Plan · Chapter 04

The list is the plan.

A grocery list is a small, honest document. It tells you what the week actually costs, what you already own, and where the impulse buys keep finding you.

A list written at the kitchen table is worth two written in the shop.
01

Cost per meal

Divide the receipt by the number of meals it produces. Most home cooks discover their dinner costs less than four pounds a head — a useful number to know. The number falls further when you count the lunches the week also feeds.

02

Pantry first

Shop the pantry, the freezer, and the fridge in that order before writing the list. Most weeks already contain three meals you forgot about. The list is what is left after that audit.

03

Seasonal buying

In-season produce is cheaper, better, and more forgiving in the pan. Build the list around what is in season this week — not what looked good in last month's magazine. Your wallet is a reliable seasonal guide.

04

One-trip discipline

A second mid-week trip to the shop is where the budget quietly breaks.

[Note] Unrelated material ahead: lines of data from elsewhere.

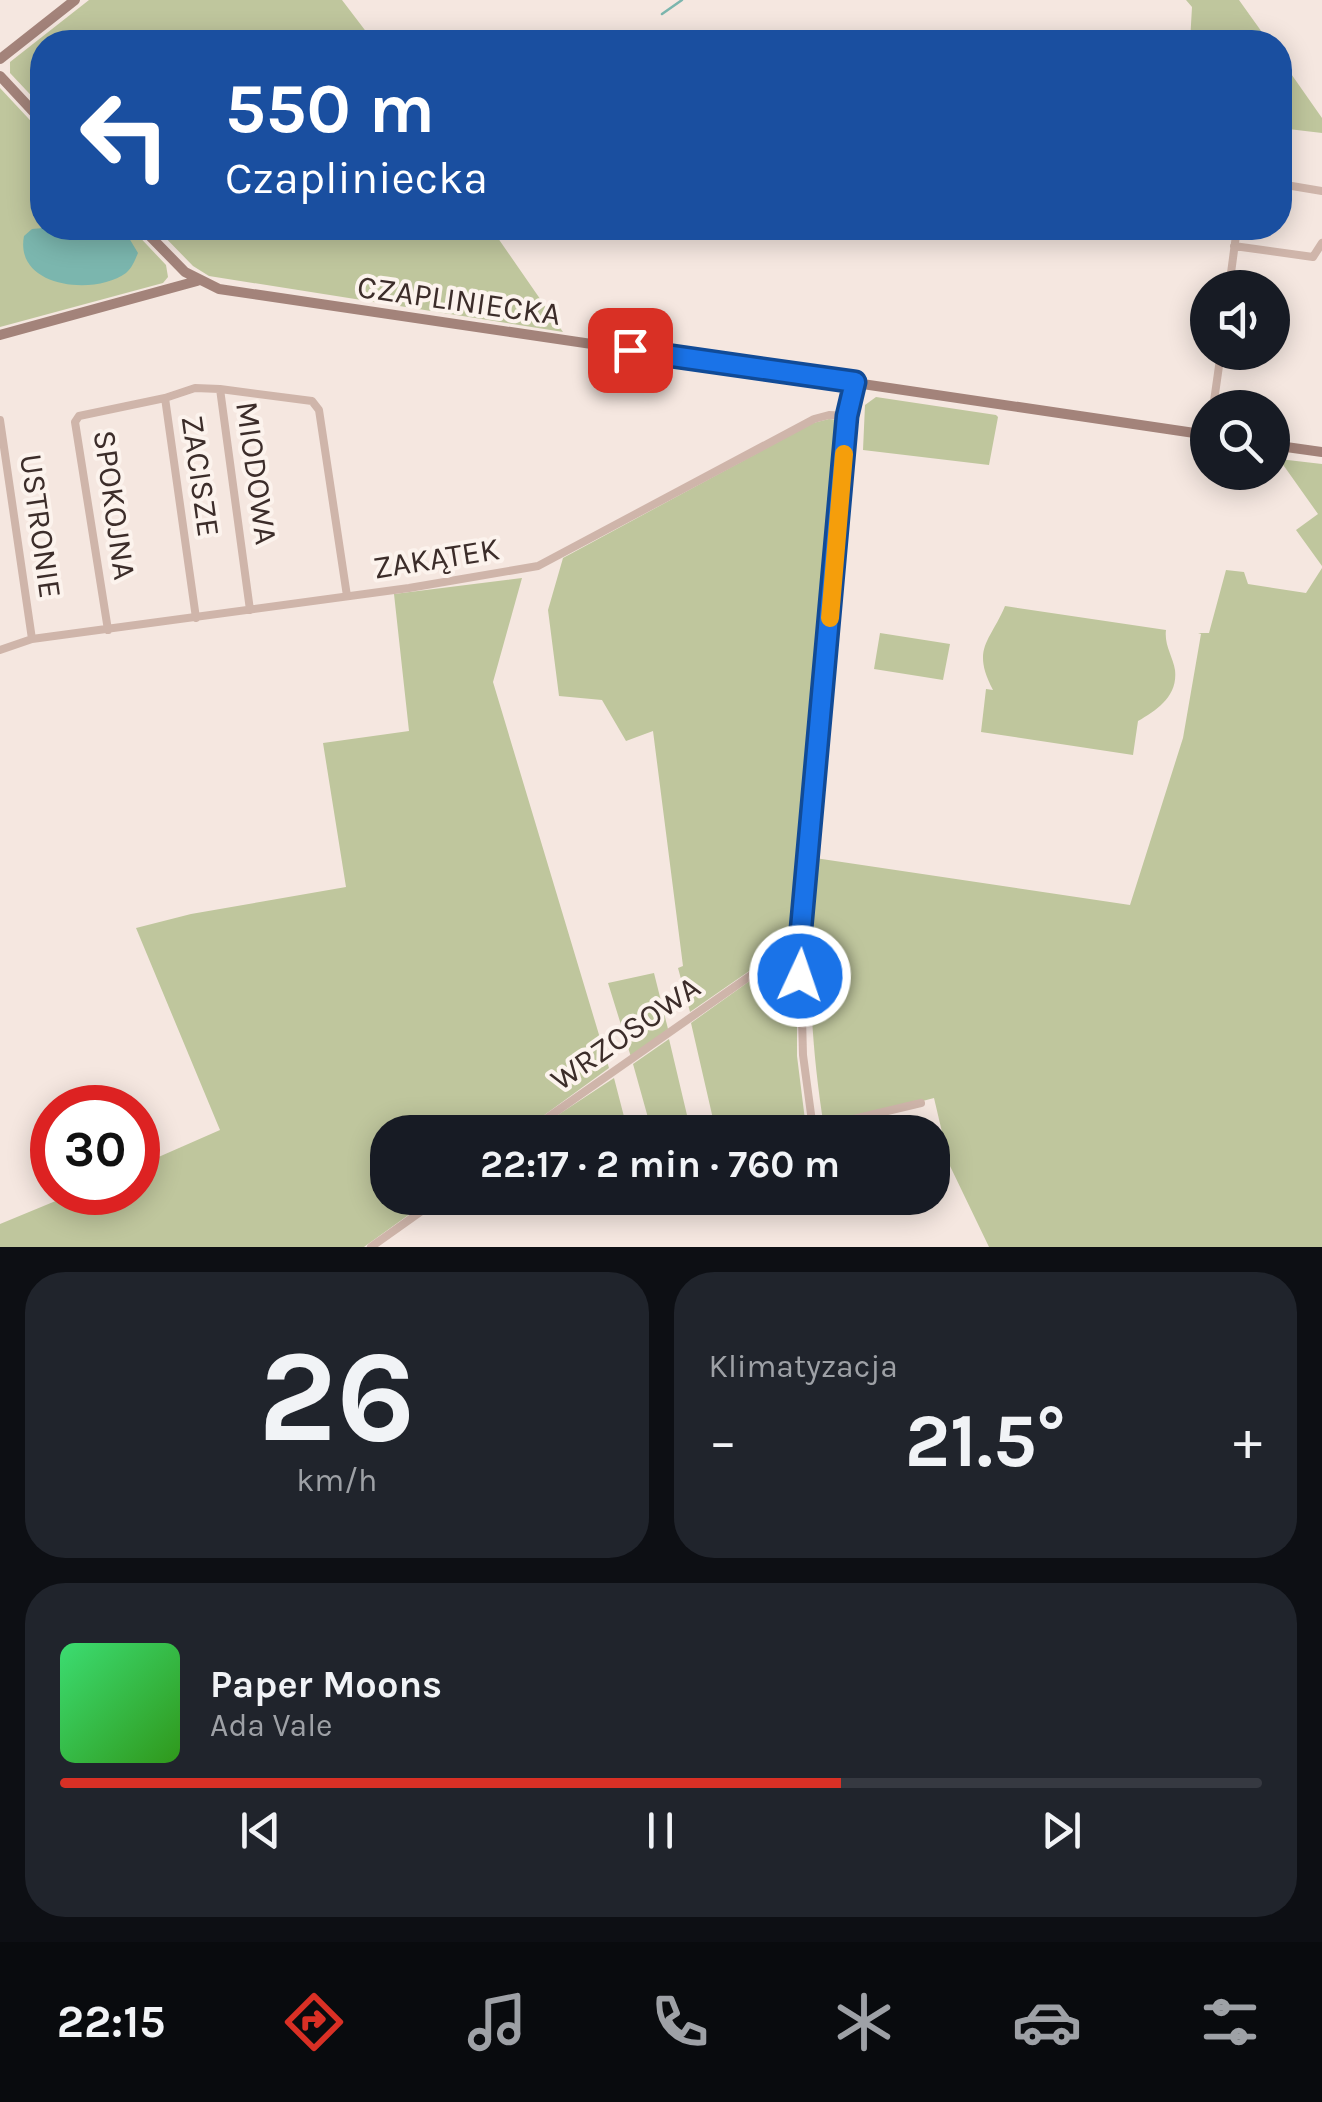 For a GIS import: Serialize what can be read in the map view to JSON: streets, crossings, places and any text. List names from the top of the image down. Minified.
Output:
{"streets":{"main road":["CZAPLINIECKA"],"street":["MIODOWA","ZACISZE","SPOKOJNA","USTRONIE","ZAKĄTEK","WRZOSOWA"]},"crossings":[["MIODOWA","ZACISZE"],["MIODOWA","ZAKĄTEK"],["ZACISZE","SPOKOJNA"],["ZACISZE","ZAKĄTEK"],["SPOKOJNA","ZAKĄTEK"],["USTRONIE","ZAKĄTEK"]],"page":{"turn":["550 m","Czapliniecka"],"limit":"30","trip":"22:17 · 2 min · 760 m","tile":[["26","km/h"],"Klimatyzacja"],"heat":["−","21.5°","+"],"song":["Paper Moons","Ada Vale"],"tabs":"22:15"}} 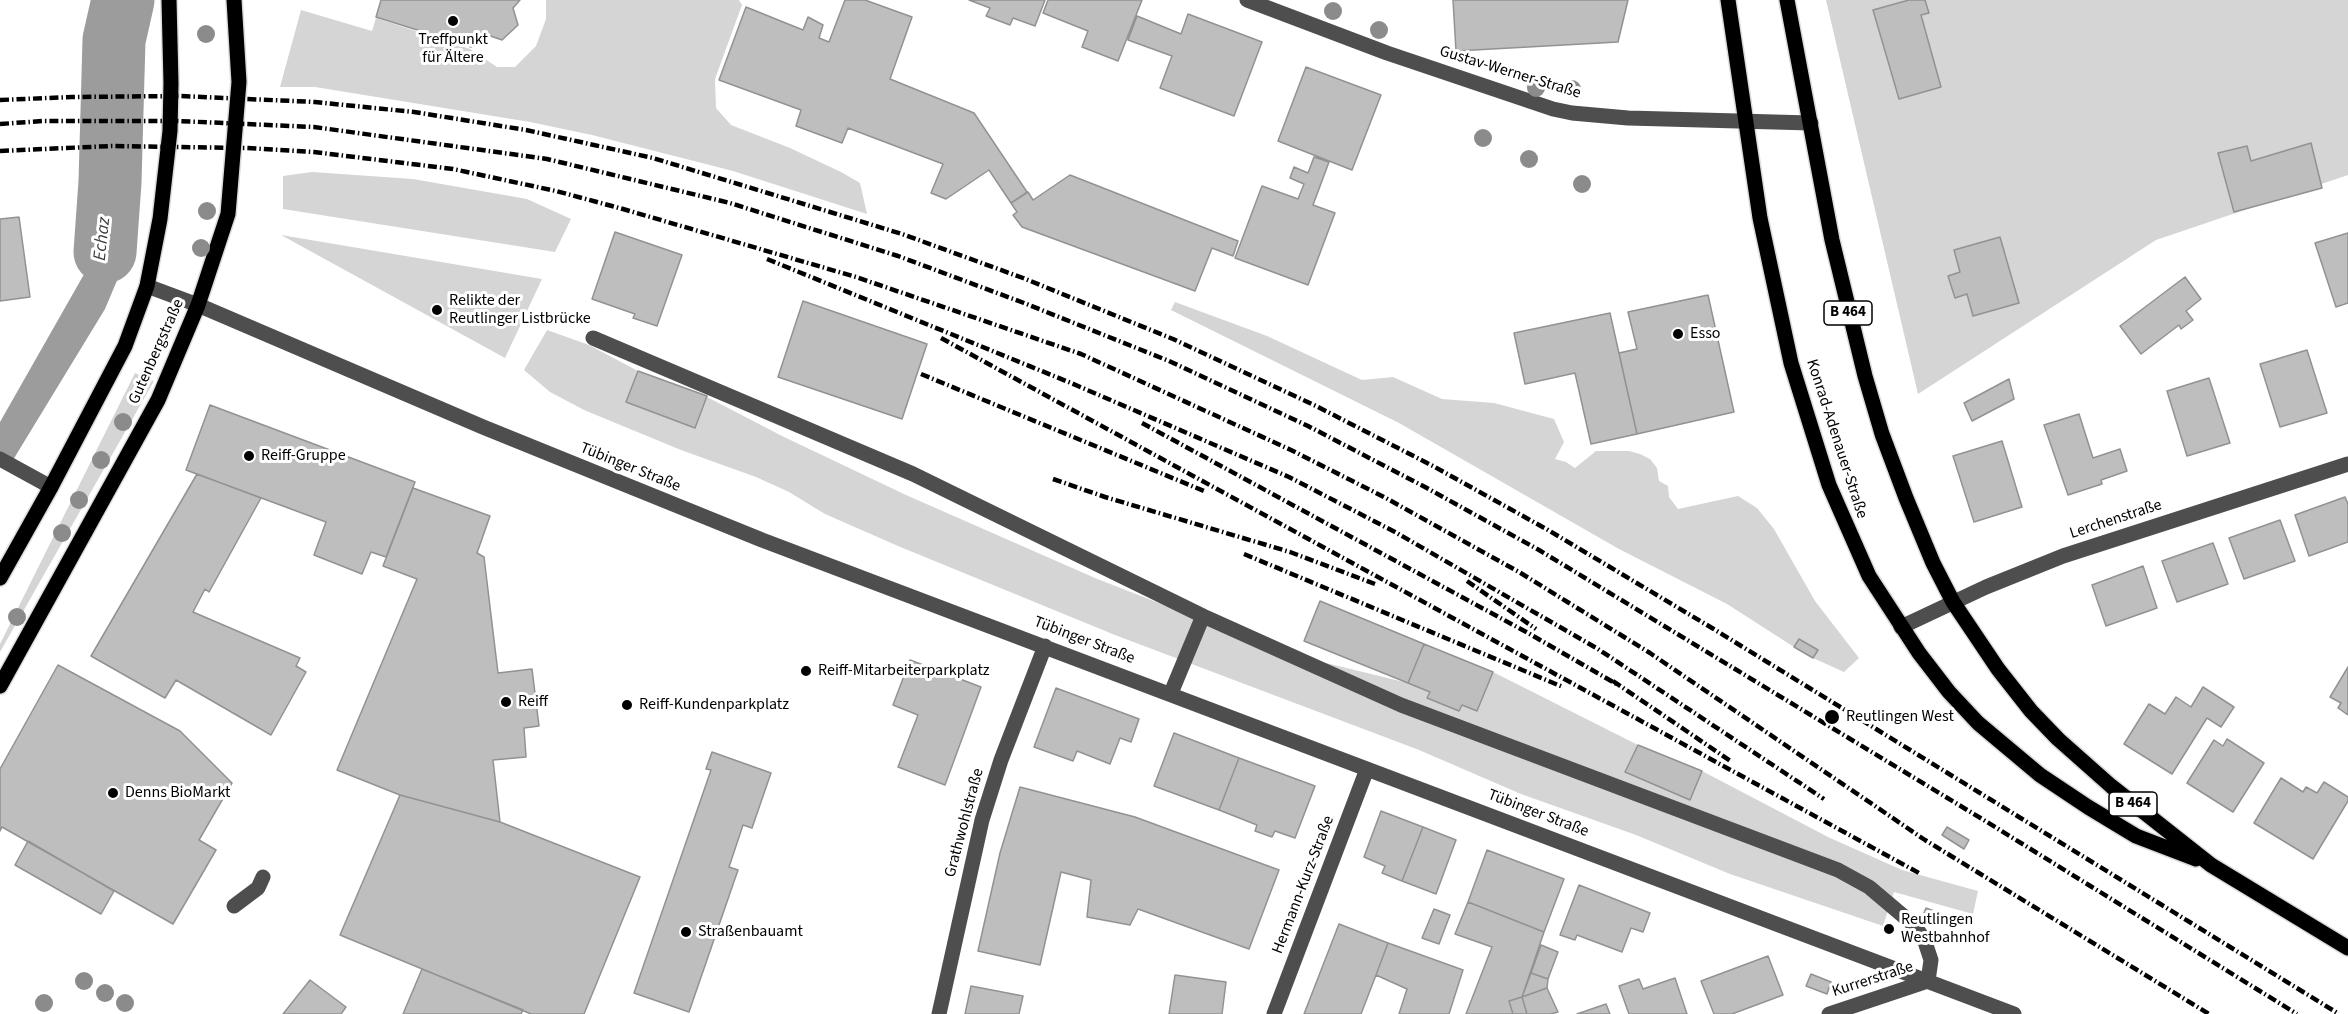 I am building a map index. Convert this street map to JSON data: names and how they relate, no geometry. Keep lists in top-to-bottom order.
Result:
{
  "streets": {
    "main road": ["B 464", "Gutenbergstraße", "Konrad-Adenauer-Straße"],
    "street": [
      "Gustav-Werner-Straße",
      "Tübinger Straße",
      "Lerchenstraße",
      "Grathwohlstraße",
      "Hermann-Kurz-Straße",
      "Kurrerstraße"
    ]
  },
  "crossings": [
    ["Gustav-Werner-Straße", "Konrad-Adenauer-Straße"],
    ["Gutenbergstraße", "Tübinger Straße"],
    ["Konrad-Adenauer-Straße", "Lerchenstraße"],
    ["Tübinger Straße", "Grathwohlstraße"],
    ["Tübinger Straße", "Hermann-Kurz-Straße"],
    ["Tübinger Straße", "Kurrerstraße"]
  ],
  "water": ["Echaz"],
  "places": [
    "Treffpunkt für Ältere",
    "Relikte der Reutlinger Listbrücke",
    "Esso",
    "Reiff-Gruppe",
    "Reiff-Mitarbeiterparkplatz",
    "Reiff",
    "Reiff-Kundenparkplatz",
    "Reutlingen West",
    "Denns BioMarkt",
    "Reutlingen Westbahnhof",
    "Straßenbauamt"
  ]
}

The basket on the way home from work is the costliest basket of the week. Plan for the second trip not to happen.

05

The non-grocery line

Track takeaway and restaurant spending in the same monthly tally as groceries. The total is the household food budget — splitting it into "groceries" and "eating out" hides the leak.

Seasonal recipes in Cook →

Common questions.

What is a realistic weekly grocery budget?

In the UK and US, most thoughtful home cooks land between £40 and £80 per adult per week, depending on city and season. Track yours for four weeks before you decide whether it is too high.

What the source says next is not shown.